Though Thieu understood this critical disposition of the ARVN in South Vietnam, he would not do anything because he had missed the golden opportunity to strengthen the ARVN prior to the signing of the 1973 Paris Accords, precisely during the six-month period prior to the 1972 general election in the United States. In my opinion, instead of opposing the staying in place of 150,000 NVA troops in South Vietnam, President Thieu might have accepted it in exchange (with Washington) for the formation of six more infantry divisions for the ARVN and fighters and bombers for the VNAF (A-4 and A-7 fighters plus CBV-24, CBV-55, and Daisy Cutter Blu-82 bombs.)

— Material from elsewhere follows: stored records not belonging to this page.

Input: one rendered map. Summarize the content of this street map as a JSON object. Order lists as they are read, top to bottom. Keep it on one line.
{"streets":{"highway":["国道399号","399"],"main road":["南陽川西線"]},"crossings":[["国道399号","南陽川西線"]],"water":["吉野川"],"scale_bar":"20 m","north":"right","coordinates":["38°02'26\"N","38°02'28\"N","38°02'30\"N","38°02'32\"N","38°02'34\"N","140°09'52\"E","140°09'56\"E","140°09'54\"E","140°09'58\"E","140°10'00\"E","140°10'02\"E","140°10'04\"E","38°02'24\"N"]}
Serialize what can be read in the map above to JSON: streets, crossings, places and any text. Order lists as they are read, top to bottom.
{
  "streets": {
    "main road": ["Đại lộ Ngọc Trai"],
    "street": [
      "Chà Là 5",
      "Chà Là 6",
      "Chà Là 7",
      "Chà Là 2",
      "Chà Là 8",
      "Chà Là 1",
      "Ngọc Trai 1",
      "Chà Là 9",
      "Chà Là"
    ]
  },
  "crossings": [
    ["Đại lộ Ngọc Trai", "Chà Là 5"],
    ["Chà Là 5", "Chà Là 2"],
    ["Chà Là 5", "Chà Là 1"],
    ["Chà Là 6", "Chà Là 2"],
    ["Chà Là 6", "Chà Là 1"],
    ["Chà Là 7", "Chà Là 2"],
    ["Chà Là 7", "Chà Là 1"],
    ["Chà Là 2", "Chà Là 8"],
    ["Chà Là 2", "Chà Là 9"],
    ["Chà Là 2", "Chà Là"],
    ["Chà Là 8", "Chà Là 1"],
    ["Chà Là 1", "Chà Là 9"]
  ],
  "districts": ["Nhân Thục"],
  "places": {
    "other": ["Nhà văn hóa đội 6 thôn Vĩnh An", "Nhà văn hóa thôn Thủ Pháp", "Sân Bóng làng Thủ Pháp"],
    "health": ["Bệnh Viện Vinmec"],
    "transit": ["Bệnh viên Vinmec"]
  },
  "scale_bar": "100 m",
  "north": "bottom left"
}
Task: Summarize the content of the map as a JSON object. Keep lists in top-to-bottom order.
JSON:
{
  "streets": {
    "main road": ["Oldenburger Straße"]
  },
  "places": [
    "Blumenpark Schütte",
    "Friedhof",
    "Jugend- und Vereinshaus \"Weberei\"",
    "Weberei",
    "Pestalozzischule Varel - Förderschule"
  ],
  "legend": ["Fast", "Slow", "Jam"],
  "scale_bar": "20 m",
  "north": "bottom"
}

He had to maintain the airborne and marine divisions in I Corps Region. First, President Thieu believed that in case the communists flagrantly violated the peace treaty by a major attack, Danang—with its large airfield and seaport—would be used again by the American forces, for a large-scale retaliation; so he kept these two general reserve units in I Corps & Region to protect this strategic city. Second, under the pressure of six NVA divisions in the region, Saigon had to maintain these elite units at I Corps & Region to protect the two northernmost provinces of South Vietnam, Quang-Tri and Thua Thien. In addition, with the U.S. curtailment of economic aid, Saigon had to keep the present divisions at IV Corps & Region in place to protect the vast and rich rice fields of the Mekong Delta for its long-term economic and military purposes. In any case, stationing only two divisions in II Corps & Region was illogical. Certainly, the weakness of Saigon in the Central Highlands was clear in the eyes of Hanoi leaders. And what was to happen, happened in the spring of 1975.
After issuing the “Case-Church” amendment to prevent the U.S. executive branch from using military forces in Indochina and curtailing the military assistance budget for fiscal 1974 for South Vietnam, the U.S. Congress next refused to approve all military aid funds that had been appropriated for this small ally for fiscal 1975. The House of Representatives first cut down the proposed $1.45 billion in military aid to $1 billion, and then to $700 million. When it reached the Senate, this amount was cut to $500 million. A majority of the U.S. Congress, it seemed, wanted to abandon their long-time ally. The U.S. “abandonment syndrome” then surfaced and emerged among the upper class intellectuals, politicians, and generals in Saigon.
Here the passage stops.